Use the questions for one of the following activities: 

  1. Work with partners. Partners ask each other their questions and provide the correct answers. 

  2. Ask students to number their paper 1-20. Name the animal. Select questions to read out loud. Students write T (true) or F (false) for each question.  Correct their quizzes with the correct answers. 

  3. Create a “test” for students by selecting some of their quiz questions. Name the animal first and then give the question. Students answer each question with T or F. 

What is the value of this activity?  By constructing their own true-false questions, students become familiar with ways true and false statements are formed.
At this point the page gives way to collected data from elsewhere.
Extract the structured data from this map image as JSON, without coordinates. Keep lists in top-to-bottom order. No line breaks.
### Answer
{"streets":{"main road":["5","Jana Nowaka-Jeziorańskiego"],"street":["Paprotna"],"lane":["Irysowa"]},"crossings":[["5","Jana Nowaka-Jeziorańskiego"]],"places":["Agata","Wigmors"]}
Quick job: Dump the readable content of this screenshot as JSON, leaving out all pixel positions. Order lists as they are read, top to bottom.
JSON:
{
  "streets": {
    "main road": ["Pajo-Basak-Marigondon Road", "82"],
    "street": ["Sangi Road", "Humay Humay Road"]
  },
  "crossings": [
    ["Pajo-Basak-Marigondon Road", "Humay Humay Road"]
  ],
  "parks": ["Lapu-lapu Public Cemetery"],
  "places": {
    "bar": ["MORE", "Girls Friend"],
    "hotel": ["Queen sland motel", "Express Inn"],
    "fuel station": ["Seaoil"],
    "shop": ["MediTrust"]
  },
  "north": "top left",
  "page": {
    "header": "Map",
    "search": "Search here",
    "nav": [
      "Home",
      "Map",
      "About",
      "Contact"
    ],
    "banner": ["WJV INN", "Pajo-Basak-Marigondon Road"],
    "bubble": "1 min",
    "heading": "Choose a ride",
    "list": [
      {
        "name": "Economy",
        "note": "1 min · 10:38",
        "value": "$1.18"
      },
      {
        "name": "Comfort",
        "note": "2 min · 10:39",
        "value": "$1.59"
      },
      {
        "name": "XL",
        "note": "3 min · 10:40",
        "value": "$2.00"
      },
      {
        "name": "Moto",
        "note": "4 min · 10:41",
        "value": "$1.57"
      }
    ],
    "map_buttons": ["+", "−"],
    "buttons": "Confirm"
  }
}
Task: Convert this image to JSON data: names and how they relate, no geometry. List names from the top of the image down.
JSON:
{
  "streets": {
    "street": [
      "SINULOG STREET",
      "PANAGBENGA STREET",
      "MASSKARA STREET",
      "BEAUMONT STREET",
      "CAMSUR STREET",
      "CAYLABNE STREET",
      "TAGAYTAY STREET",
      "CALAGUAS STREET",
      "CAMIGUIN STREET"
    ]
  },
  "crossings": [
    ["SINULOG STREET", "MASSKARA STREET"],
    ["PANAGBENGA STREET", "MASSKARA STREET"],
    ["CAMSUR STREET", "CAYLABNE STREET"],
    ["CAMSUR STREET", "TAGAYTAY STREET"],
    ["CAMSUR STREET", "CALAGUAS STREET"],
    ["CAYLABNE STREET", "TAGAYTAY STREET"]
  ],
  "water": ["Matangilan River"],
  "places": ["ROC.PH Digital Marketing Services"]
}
Searching their memory or looking at the printed page for answers helps students understand that individual words, facts, or details determine whether a statement is true or false. 

 

12. Friendly Team Competition 

Divide students into groups of the desired size (3-5 works well). Use the true-false questions created by students in the previous activity. Use the following procedure: 

  • Collect all the true-false questions written by students. Check that the names of students who wrote the questions appear on the page of questions.  

  • Call on the first student in group 1. Ask student #1 the question.  Once the student answers, call on the student who wrote the question to tell if the answer is true or false. The student who wrote the question may add additional details. 

  • Continue by calling on individual teams and individual members of the teams.   

  • Keep score for each team.  After a given number of questions or a given time period, identify which team had the most correct answers. 

 

13. Internet or Library Research 

Instruct each student to select one of his/her favorite amazing animals from the Tell Me-Tell Me More storybook.  Use the Internet or the library to find two additional details about this animal that do not appear in the book.  Each student reports his/her findings to the class. You can extend this activity by: 

  • Having each student write the new facts on the chalkboard for everyone to copy. 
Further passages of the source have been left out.